“PTSD is a whole-body tragedy, an integral human event of enormous proportions with massive repercussions.” Susan Pease Banitt
Fact: All humans will experience a trauma of some sort somewhere in their lives.
Psychological stress and trauma on the body have genuine physical manifestations in the body, such as tension, heart palpitations, trembling, and pain—particularly trauma that hasn’t been fully processed or even acknowledged by the person who experienced it. It means our mind and body are intimately intertwined. Is it possible for unprocessed trauma to get “stored” not just in your subconscious mind and memory but also throughout your physical being?
A sex trafficking victim often tells us how she experiences a flashback of past rapes physically – that she is in so much physical pain for hours after a flashback. She says it physically feels as if she had been raped again.
Please note: There are events there are obviously traumatic, like rape and war, macro trauma. But other events can cause trauma, like a family member’s sickness, losing your job, or a relationship that breaks up. These microtraumas can have a cumulative effect and become a macro trauma that affects your life.
What happens in our body during and after trauma?
“The primary response we often have to trauma is fight or flight,” says Gordon. “The heart beats faster, blood pressure goes up, big muscles get tense and ready to run or fight, and digestion slows down. The other reaction we can have—often when the trauma is overwhelming and inescapable, as might be the case with rape or an ongoing abusive relationship—is to freeze or go into a kind of detached state. Dissociative Identity Disorder is usually the outcome of chronic and severe childhood trauma, including physical and sexual abuse, extreme and recurrent terror, repeated medical trauma, and extreme neglect. Examples of dissociative symptoms include the experience of detachment or feeling as if one is outside one’s body and loss of memory or amnesia.
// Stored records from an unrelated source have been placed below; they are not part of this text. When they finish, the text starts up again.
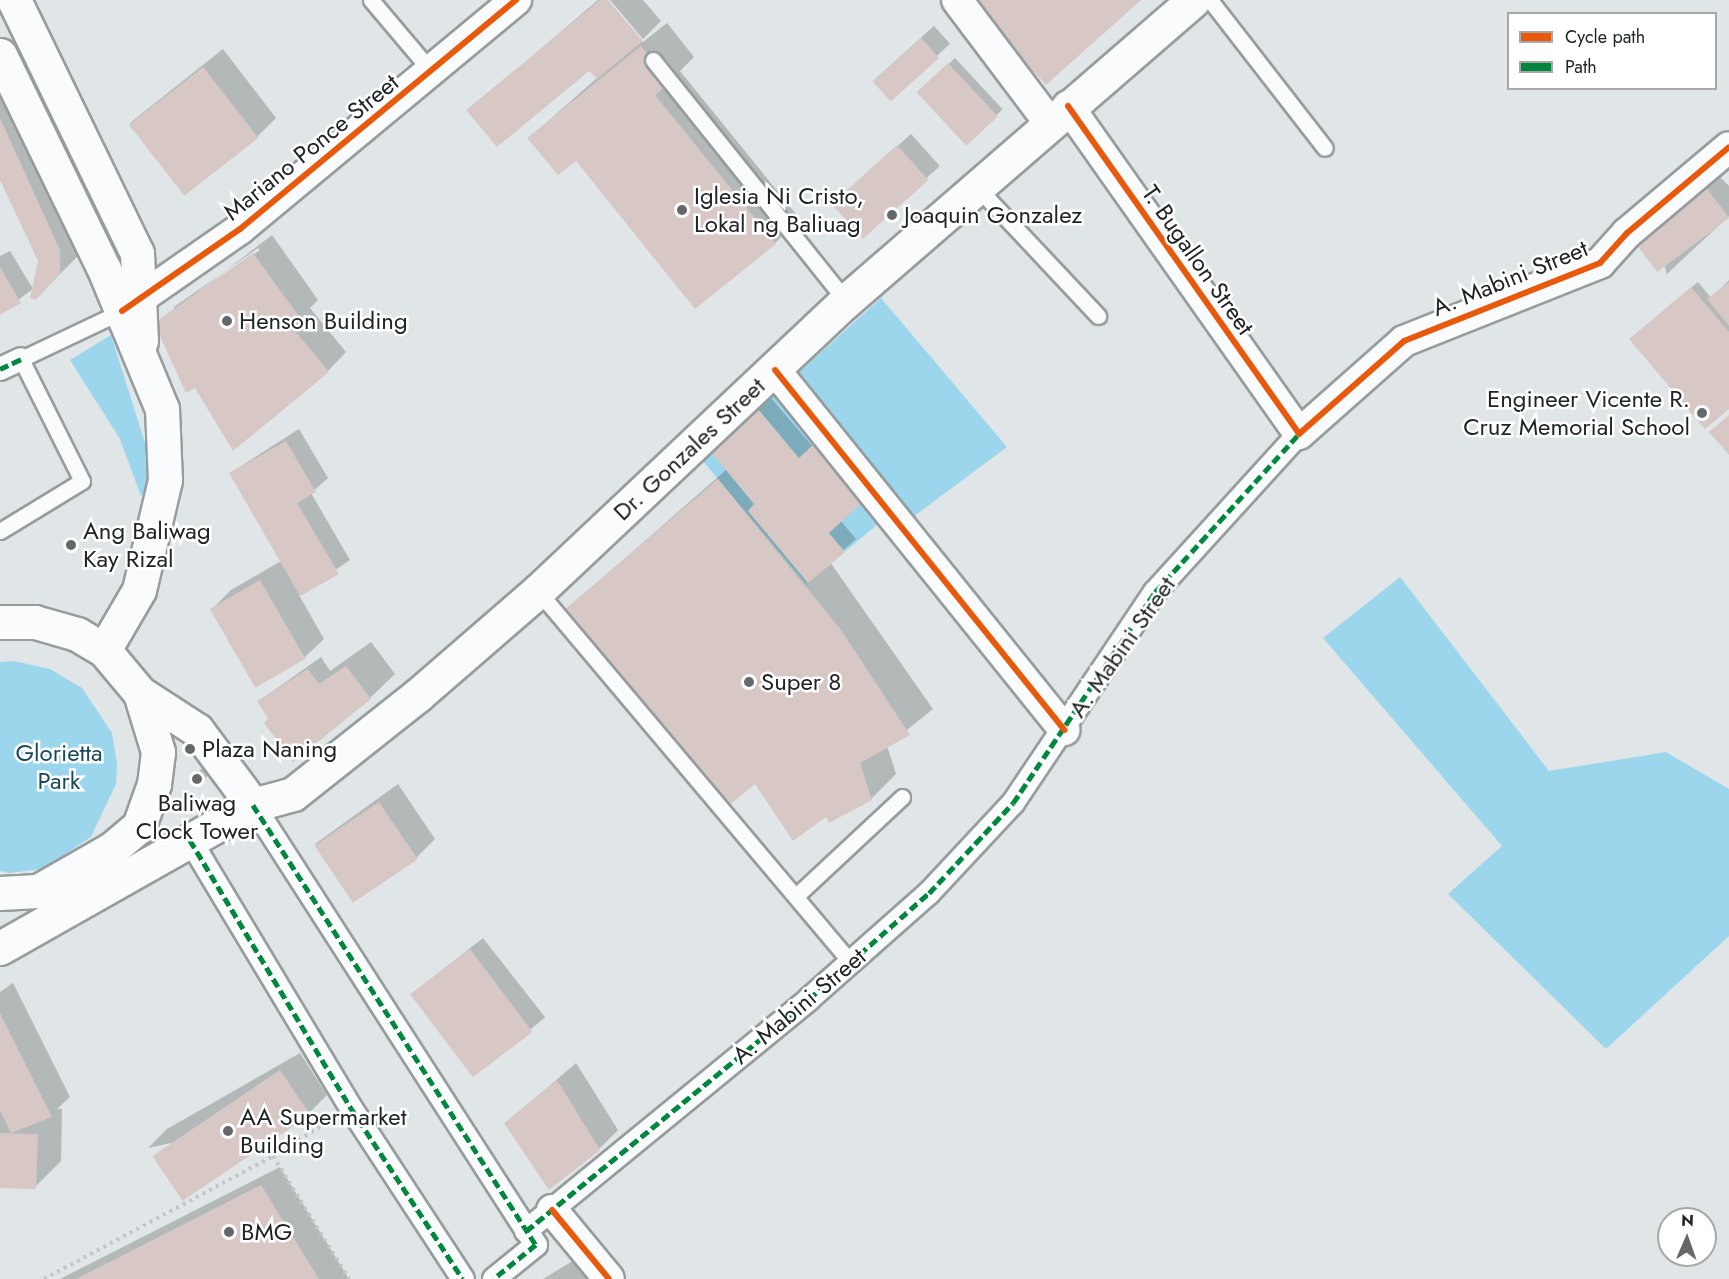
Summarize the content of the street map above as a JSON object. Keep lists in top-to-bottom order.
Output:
{
  "streets": {
    "main road": ["Dr. Gonzales Street"],
    "street": ["Mariano Ponce Street", "T. Bugallon Street", "A. Mabini Street"]
  },
  "crossings": [
    ["T. Bugallon Street", "A. Mabini Street"],
    ["T. Bugallon Street", "Dr. Gonzales Street"]
  ],
  "parks": ["Glorietta Park"],
  "places": [
    "Iglesia Ni Cristo, Lokal ng Baliuag",
    "Joaquin Gonzalez",
    "Henson Building",
    "Engineer Vicente R. Cruz Memorial School",
    "Ang Baliwag Kay Rizal",
    "Super 8",
    "Plaza Naning",
    "Baliwag Clock Tower",
    "AA Supermarket Building",
    "BMG"
  ],
  "legend": ["Cycle path", "Path"],
  "north": "top"
}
Dissociative disorders are frequently associated with previous experiences of trauma.
During these responses, which are mediated by the autonomic nervous system, areas of the brain responsible for fear, anger, and emotion, particularly the amygdala, become much more active. In contrast, areas in the frontal cortex, responsible for self-awareness, thoughtful decision making, human connection, and compassion, become less active.”
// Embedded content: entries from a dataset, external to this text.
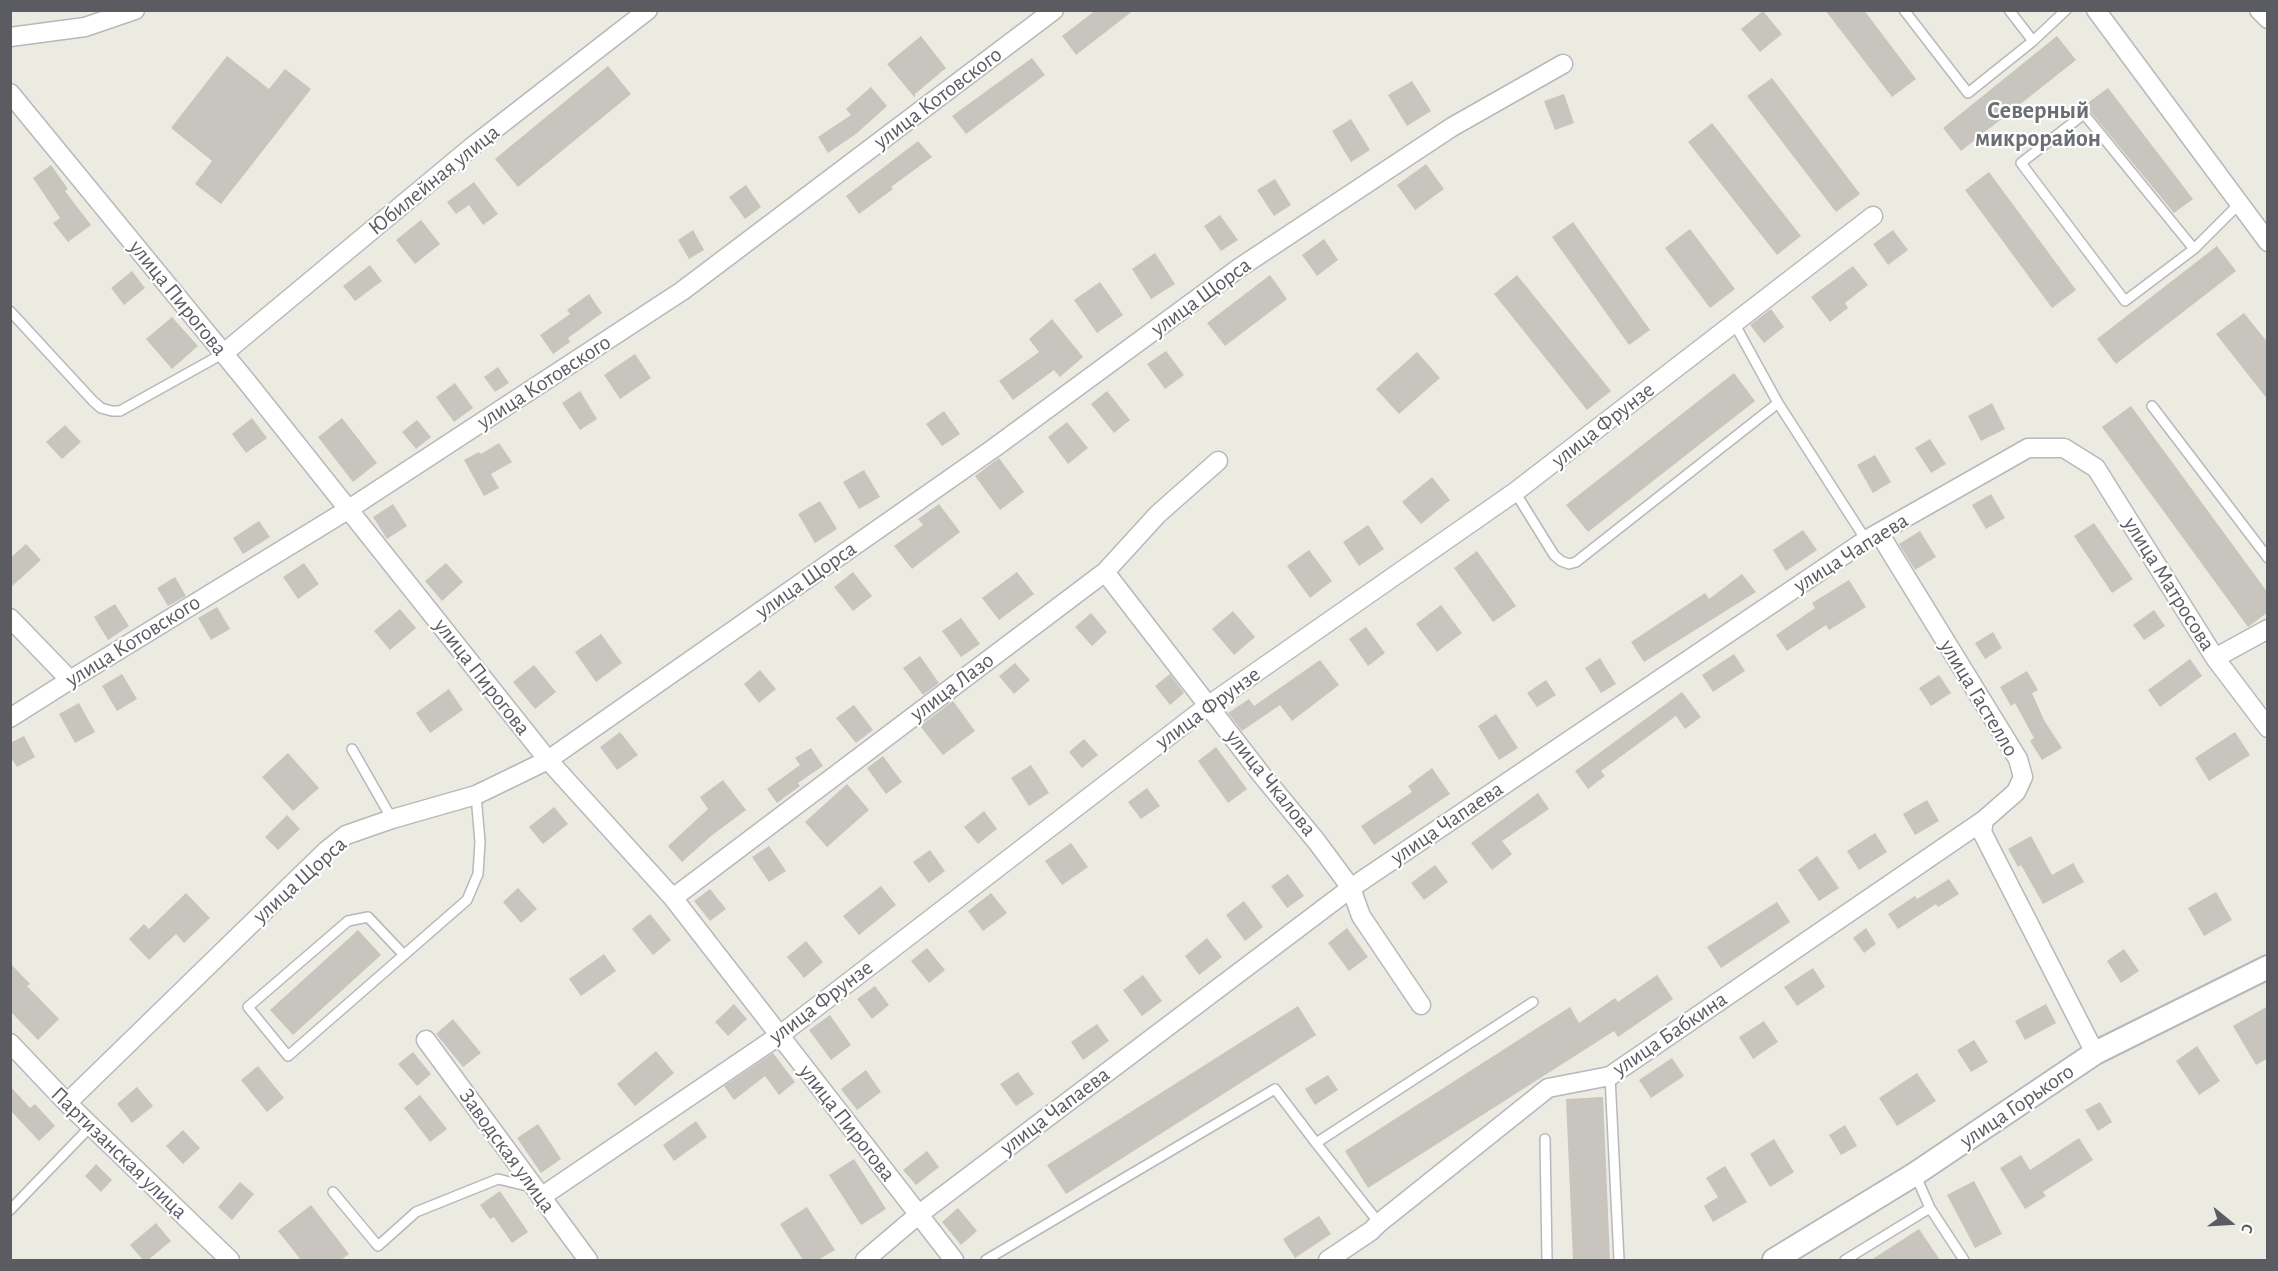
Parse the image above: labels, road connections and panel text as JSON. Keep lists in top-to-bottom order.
{
  "streets": {
    "street": [
      "улица Котовского",
      "Юбилейная улица",
      "улица Щорса",
      "улица Пирогова",
      "улица Фрунзе",
      "улица Чапаева",
      "улица Матросова",
      "улица Лазо",
      "улица Гастелло",
      "улица Чкалова",
      "улица Бабкина",
      "улица Горького",
      "Заводская улица",
      "Партизанская улица"
    ]
  },
  "crossings": [
    ["улица Котовского", "улица Пирогова"],
    ["Юбилейная улица", "улица Пирогова"],
    ["улица Щорса", "улица Пирогова"],
    ["улица Щорса", "Партизанская улица"],
    ["улица Пирогова", "улица Фрунзе"],
    ["улица Пирогова", "улица Чапаева"],
    ["улица Пирогова", "улица Лазо"],
    ["улица Фрунзе", "улица Чкалова"],
    ["улица Фрунзе", "Заводская улица"],
    ["улица Чапаева", "улица Матросова"],
    ["улица Чапаева", "улица Гастелло"],
    ["улица Чапаева", "улица Чкалова"],
    ["улица Лазо", "улица Чкалова"],
    ["улица Гастелло", "улица Бабкина"]
  ],
  "districts": ["Северный микрорайон"],
  "north": "right"
}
Not everyone becomes stuck in trauma. In many cases, the person experiences that initial stress response and are shaken up. But after about a month, the anxiety and recollections of the event diminish significantly or go away.
After trauma, some people get stuck in this fight, flight, or freeze responses—even when they’re not consciously thinking about the traumatic event. They find themselves in a constant state of hyper-arousal and hyper-vigilance.
Note: It is called Suppressed trauma when thoughts of the traumatic event are so upsetting and uncomfortable that they get buried consciously as a self-preservation mechanism, and Repressed trauma when this happens unconsciously.
“When you shut down one emotion and you go into that frozen state, it’s not just that emotion you’re protecting yourself against that gets shut down; your whole emotional life gets limited,” says Gordon.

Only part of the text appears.